# EXERCISE AIM
Copying exactly, give the lines in the material below from the one with "1153px,1539px 1190px,1511px 1212px,1523px" to the one with "1528px,238px 1561px,232px 1571px,250px", ends included, and nothing besides.

-- DATA follows --

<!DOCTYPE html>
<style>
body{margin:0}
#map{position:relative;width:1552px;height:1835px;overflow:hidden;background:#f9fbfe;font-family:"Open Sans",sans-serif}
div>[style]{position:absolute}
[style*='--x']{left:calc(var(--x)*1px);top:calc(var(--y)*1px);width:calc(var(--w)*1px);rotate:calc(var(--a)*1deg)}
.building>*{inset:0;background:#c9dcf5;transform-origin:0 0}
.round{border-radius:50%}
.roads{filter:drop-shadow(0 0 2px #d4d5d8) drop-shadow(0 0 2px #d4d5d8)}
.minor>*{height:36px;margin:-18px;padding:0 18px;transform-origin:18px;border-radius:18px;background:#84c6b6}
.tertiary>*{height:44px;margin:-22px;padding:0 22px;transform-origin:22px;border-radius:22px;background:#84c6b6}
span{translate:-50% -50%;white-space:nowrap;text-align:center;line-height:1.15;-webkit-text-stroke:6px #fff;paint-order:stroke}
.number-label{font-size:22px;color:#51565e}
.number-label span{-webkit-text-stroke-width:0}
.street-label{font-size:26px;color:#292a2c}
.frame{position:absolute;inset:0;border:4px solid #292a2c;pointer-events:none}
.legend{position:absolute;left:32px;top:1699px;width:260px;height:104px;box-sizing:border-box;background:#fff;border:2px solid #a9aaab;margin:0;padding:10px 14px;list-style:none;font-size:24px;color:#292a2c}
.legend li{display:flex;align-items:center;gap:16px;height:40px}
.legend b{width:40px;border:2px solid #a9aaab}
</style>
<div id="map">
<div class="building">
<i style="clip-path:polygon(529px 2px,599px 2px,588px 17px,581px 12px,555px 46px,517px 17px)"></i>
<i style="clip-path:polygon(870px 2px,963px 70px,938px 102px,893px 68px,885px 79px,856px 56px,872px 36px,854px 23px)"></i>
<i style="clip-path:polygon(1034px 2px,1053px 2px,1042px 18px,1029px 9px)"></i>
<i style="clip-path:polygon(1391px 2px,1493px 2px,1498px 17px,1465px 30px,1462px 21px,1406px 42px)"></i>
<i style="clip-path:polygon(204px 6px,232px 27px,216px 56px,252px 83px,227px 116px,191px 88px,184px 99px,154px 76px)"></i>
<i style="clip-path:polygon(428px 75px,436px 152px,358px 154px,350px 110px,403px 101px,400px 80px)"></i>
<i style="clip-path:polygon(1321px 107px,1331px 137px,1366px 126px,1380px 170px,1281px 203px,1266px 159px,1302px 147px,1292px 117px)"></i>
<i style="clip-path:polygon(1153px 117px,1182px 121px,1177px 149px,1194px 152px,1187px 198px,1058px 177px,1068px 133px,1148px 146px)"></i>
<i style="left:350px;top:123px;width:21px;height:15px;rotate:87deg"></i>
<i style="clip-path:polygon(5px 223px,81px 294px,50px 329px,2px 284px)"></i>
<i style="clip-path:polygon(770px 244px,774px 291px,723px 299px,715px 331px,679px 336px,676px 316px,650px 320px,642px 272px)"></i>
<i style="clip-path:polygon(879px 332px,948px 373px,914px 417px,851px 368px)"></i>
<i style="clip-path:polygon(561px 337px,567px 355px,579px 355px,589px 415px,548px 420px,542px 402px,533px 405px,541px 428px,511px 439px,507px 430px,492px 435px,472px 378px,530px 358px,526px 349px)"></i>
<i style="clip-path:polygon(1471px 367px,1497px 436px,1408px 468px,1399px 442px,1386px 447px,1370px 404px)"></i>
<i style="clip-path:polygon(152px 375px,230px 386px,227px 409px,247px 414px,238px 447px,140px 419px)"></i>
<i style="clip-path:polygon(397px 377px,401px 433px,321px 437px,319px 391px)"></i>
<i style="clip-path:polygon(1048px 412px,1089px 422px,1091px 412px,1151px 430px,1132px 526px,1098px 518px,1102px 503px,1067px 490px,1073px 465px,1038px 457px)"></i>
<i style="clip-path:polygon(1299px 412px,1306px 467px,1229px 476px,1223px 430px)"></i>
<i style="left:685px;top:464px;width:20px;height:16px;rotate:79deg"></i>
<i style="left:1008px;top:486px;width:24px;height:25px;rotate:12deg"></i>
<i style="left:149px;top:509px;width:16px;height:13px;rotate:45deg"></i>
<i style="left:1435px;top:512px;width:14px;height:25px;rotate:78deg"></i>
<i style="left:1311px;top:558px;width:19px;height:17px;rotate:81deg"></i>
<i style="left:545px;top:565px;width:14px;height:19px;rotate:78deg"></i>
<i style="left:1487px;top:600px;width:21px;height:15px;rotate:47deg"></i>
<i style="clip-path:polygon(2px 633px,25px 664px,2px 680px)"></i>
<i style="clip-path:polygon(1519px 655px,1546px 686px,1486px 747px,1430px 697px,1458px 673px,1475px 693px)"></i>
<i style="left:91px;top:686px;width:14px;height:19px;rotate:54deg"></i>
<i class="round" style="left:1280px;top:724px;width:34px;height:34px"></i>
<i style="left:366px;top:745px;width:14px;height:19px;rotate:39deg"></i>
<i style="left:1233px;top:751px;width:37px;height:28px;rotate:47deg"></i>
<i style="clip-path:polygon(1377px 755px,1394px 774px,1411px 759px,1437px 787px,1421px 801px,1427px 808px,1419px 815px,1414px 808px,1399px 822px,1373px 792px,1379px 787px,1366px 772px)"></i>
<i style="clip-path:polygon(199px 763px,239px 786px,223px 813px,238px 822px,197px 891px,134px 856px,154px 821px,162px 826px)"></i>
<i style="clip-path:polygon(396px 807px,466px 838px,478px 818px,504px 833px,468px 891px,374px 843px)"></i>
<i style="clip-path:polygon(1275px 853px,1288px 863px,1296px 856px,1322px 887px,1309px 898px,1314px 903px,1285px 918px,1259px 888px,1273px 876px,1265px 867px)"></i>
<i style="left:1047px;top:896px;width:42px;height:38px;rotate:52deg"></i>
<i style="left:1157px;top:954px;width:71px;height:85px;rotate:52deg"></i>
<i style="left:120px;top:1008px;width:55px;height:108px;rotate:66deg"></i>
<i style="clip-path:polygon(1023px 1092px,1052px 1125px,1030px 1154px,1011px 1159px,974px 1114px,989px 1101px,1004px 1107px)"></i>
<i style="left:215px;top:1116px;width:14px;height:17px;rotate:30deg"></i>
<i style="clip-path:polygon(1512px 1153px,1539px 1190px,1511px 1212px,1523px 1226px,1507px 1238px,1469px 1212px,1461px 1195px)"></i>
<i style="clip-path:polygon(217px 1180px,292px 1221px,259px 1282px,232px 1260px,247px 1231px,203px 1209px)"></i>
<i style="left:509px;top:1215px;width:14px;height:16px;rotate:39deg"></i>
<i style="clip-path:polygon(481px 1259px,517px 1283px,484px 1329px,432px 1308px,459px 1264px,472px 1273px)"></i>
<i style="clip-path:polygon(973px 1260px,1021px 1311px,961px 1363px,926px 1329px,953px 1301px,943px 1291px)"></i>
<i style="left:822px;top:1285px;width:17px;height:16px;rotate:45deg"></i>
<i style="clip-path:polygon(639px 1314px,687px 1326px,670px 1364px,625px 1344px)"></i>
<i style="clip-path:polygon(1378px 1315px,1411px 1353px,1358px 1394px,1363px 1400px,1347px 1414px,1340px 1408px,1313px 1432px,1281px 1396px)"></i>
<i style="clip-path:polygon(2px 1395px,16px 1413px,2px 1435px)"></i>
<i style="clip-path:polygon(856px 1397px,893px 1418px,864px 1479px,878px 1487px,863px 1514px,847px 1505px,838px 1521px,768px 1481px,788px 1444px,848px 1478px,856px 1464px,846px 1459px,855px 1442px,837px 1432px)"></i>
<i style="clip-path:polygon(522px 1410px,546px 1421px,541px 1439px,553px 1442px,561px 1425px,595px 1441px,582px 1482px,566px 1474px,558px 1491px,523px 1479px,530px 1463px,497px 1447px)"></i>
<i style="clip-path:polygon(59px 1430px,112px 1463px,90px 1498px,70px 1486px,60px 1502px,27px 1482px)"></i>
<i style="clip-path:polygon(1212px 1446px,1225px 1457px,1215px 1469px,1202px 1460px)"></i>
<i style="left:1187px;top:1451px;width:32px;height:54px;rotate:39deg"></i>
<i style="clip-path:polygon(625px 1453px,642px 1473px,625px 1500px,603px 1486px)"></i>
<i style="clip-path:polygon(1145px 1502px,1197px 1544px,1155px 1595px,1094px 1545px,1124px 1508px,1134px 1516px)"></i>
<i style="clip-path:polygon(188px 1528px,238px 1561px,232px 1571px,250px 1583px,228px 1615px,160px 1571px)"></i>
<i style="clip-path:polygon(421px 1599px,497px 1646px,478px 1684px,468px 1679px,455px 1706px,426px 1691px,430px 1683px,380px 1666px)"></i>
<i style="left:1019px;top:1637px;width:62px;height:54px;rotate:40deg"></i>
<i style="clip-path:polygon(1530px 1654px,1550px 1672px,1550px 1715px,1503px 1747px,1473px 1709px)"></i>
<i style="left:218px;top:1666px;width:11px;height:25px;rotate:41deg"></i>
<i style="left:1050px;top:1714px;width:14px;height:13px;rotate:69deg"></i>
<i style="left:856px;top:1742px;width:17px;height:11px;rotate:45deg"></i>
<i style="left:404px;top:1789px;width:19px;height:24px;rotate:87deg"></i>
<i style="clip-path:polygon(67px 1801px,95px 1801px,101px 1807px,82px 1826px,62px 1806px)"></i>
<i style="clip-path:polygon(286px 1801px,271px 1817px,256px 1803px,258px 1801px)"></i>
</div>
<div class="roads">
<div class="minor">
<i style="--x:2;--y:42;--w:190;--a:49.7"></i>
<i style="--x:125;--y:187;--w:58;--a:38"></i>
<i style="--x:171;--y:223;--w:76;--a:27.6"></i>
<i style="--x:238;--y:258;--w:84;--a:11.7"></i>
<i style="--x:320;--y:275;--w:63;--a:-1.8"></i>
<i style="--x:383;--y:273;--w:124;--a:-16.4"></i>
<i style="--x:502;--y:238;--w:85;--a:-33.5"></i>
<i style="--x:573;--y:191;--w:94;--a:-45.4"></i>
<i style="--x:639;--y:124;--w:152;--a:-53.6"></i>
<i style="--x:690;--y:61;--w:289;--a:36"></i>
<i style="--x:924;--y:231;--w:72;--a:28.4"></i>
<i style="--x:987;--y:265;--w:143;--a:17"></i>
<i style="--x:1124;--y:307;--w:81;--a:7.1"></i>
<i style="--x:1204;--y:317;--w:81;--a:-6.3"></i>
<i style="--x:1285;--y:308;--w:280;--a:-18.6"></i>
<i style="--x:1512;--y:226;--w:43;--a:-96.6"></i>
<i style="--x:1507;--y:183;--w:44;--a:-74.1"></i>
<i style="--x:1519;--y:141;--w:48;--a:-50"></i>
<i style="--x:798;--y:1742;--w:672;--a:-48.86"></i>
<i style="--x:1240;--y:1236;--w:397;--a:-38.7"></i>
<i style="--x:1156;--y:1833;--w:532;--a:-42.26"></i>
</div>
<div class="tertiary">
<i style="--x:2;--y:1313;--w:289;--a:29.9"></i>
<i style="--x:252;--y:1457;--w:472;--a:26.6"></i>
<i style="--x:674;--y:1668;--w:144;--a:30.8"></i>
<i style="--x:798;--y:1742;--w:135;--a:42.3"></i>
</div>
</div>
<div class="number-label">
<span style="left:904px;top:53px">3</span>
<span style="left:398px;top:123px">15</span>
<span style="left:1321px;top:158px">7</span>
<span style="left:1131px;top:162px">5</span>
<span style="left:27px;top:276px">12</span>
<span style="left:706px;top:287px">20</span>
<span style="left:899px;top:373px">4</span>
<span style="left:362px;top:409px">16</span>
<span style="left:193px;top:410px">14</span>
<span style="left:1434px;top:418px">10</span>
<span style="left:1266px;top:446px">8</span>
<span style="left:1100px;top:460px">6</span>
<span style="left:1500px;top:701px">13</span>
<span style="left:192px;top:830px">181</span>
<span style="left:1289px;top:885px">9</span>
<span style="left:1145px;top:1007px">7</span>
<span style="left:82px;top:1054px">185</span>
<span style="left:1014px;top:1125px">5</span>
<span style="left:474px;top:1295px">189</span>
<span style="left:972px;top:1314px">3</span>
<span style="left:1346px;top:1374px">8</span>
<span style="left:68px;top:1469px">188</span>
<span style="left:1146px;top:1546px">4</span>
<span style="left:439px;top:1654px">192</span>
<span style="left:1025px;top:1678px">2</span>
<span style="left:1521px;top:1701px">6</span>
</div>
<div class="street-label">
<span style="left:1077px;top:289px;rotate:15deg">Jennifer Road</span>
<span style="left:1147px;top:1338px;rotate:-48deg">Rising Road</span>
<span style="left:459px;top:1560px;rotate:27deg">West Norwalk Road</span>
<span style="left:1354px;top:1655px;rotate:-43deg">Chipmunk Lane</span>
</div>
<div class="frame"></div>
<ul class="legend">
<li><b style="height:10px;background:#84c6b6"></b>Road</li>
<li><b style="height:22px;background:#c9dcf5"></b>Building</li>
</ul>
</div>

-- DATA concluded --

# YOUR SOLUTION
<i style="clip-path:polygon(1512px 1153px,1539px 1190px,1511px 1212px,1523px 1226px,1507px 1238px,1469px 1212px,1461px 1195px)"></i>
<i style="clip-path:polygon(217px 1180px,292px 1221px,259px 1282px,232px 1260px,247px 1231px,203px 1209px)"></i>
<i style="left:509px;top:1215px;width:14px;height:16px;rotate:39deg"></i>
<i style="clip-path:polygon(481px 1259px,517px 1283px,484px 1329px,432px 1308px,459px 1264px,472px 1273px)"></i>
<i style="clip-path:polygon(973px 1260px,1021px 1311px,961px 1363px,926px 1329px,953px 1301px,943px 1291px)"></i>
<i style="left:822px;top:1285px;width:17px;height:16px;rotate:45deg"></i>
<i style="clip-path:polygon(639px 1314px,687px 1326px,670px 1364px,625px 1344px)"></i>
<i style="clip-path:polygon(1378px 1315px,1411px 1353px,1358px 1394px,1363px 1400px,1347px 1414px,1340px 1408px,1313px 1432px,1281px 1396px)"></i>
<i style="clip-path:polygon(2px 1395px,16px 1413px,2px 1435px)"></i>
<i style="clip-path:polygon(856px 1397px,893px 1418px,864px 1479px,878px 1487px,863px 1514px,847px 1505px,838px 1521px,768px 1481px,788px 1444px,848px 1478px,856px 1464px,846px 1459px,855px 1442px,837px 1432px)"></i>
<i style="clip-path:polygon(522px 1410px,546px 1421px,541px 1439px,553px 1442px,561px 1425px,595px 1441px,582px 1482px,566px 1474px,558px 1491px,523px 1479px,530px 1463px,497px 1447px)"></i>
<i style="clip-path:polygon(59px 1430px,112px 1463px,90px 1498px,70px 1486px,60px 1502px,27px 1482px)"></i>
<i style="clip-path:polygon(1212px 1446px,1225px 1457px,1215px 1469px,1202px 1460px)"></i>
<i style="left:1187px;top:1451px;width:32px;height:54px;rotate:39deg"></i>
<i style="clip-path:polygon(625px 1453px,642px 1473px,625px 1500px,603px 1486px)"></i>
<i style="clip-path:polygon(1145px 1502px,1197px 1544px,1155px 1595px,1094px 1545px,1124px 1508px,1134px 1516px)"></i>
<i style="clip-path:polygon(188px 1528px,238px 1561px,232px 1571px,250px 1583px,228px 1615px,160px 1571px)"></i>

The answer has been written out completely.